Selina Thompson, a performance artist and theatre-maker from Leeds, has been working to redefine what it means for marginalised bodies to take up space and share their stories on stage. Her body of work attempts to explore and tackle different aspects of modern life; her series Edible Women focuses on the complex relationship with food, dieting and the obsession with editing the female body.

As Wide And As Deep As The Sea is the exploration of black british identity, where her award winning one woman play Salt sits, as one of the most fascinating and thought provoking pieces of theatre of the last few years- Lyn Gardner in her review said: “this is a piece that offers the gift of seeing the world through different eyes”. She tackled work and unemployment in her series The Job Centre Project in a way that is relatable to the british working class experience.

From ‘Salt’

Now just before she embarks on a new project Sortition which explores the ennui which comes along with elections and the lack of interest in voting, we had a chat with Selina about her process, projects and how the idea for Sortition came about.

 

gal-dem: Your previous work has explored topics ranging from relationships with food, to black female identity, to unemployment. Do you always envision your individual pieces as something from a larger body of work or is it more complex than that?

Selena: So I think that my thinking is very chaotic, and that a lot of the art-making process for me is trying to organise that chaos into something coherent. So the organising of individual pieces into larger bodies of work is a part of that.
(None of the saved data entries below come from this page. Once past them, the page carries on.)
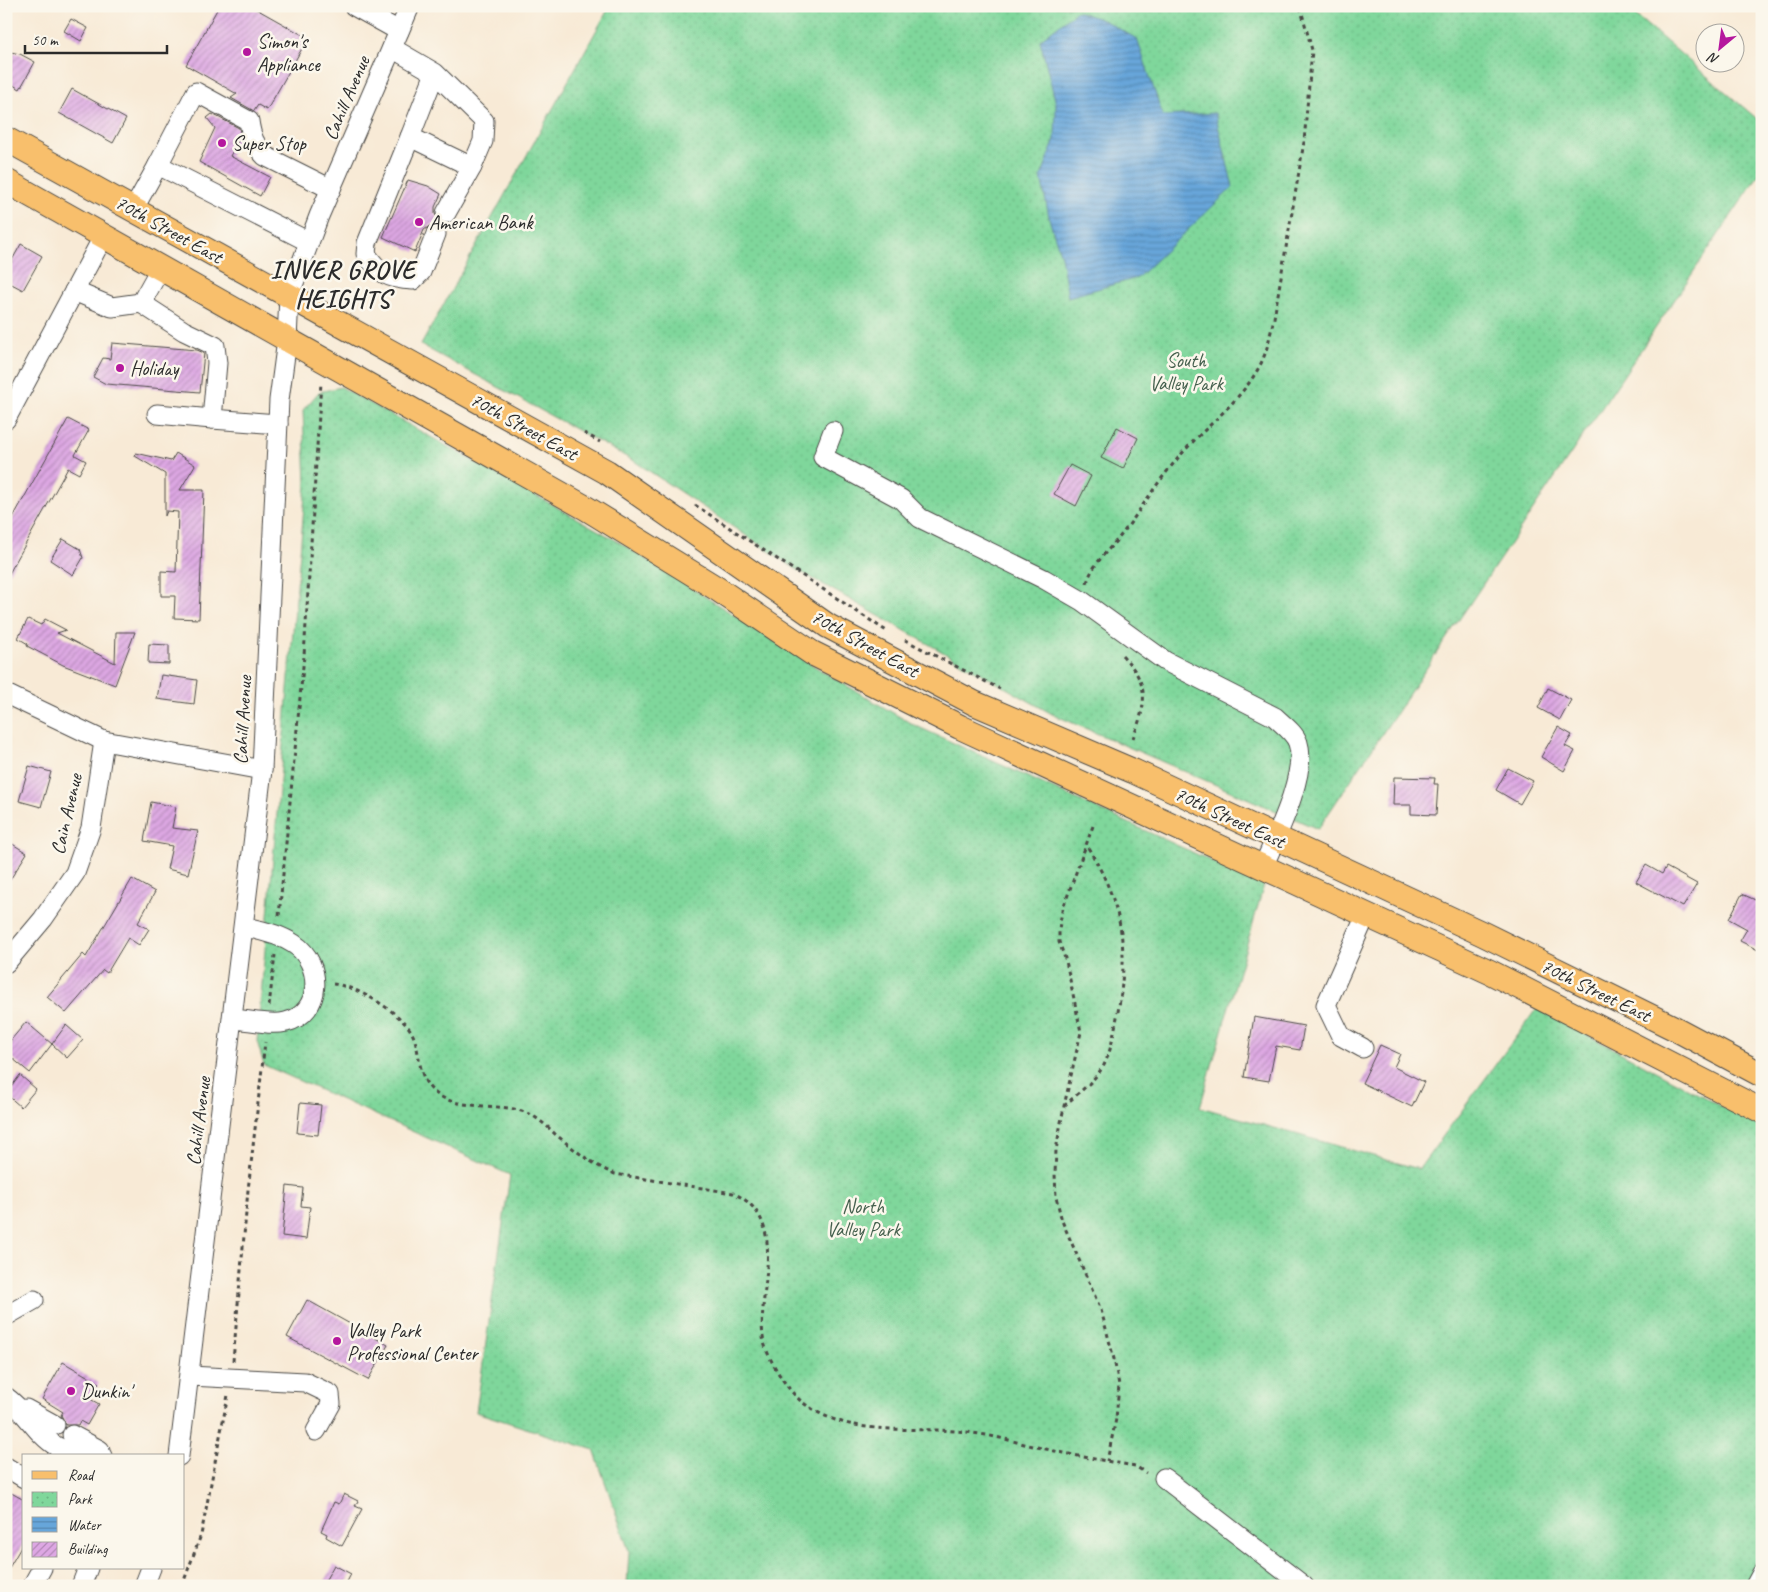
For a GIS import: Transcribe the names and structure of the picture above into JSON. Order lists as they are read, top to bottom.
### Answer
{
  "streets": {
    "main road": ["70th Street East"],
    "street": ["Cahill Avenue", "Cain Avenue"]
  },
  "crossings": [
    ["Cahill Avenue", "70th Street East"]
  ],
  "districts": ["INVER GROVE HEIGHTS"],
  "parks": ["South Valley Park", "North Valley Park"],
  "places": [
    "Simon's Appliance",
    "Super Stop",
    "American Bank",
    "Holiday",
    "Valley Park Professional Center",
    "Dunkin'"
  ],
  "legend": [
    "Road",
    "Park",
    "Water",
    "Building"
  ],
  "scale_bar": "50 m",
  "north": "bottom left"
}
It also helps with funding bids if I’m being completely honest — the clearer and longer-term you can be about your work, the more likely you are to get longer-term funding bids. It’s much more of an archival and logistic choice than an artistic one. It’s neater on the website, the work becomes more legible. But most artists work in this way, I think, there is a through-line to their work, or preoccupations that they keep returning to.

 

“I want images that are visceral and ambivalent and are articulating the things that there isn’t language for”

 

That being said, thinking in this way also takes the pressure off your smaller pieces of work to do everything. You can make a series of works on blackness and know that each piece needn’t hold it all — that you can go deeper into different elements as and when you need to.

 

Your work tends to have a lot of physical manifestations of some part of your artistry and identity. For example you came out on stage in a giant ball of hair, you hacked at an actual piece of rock salt etc… how does this influence your audience interaction, if at all?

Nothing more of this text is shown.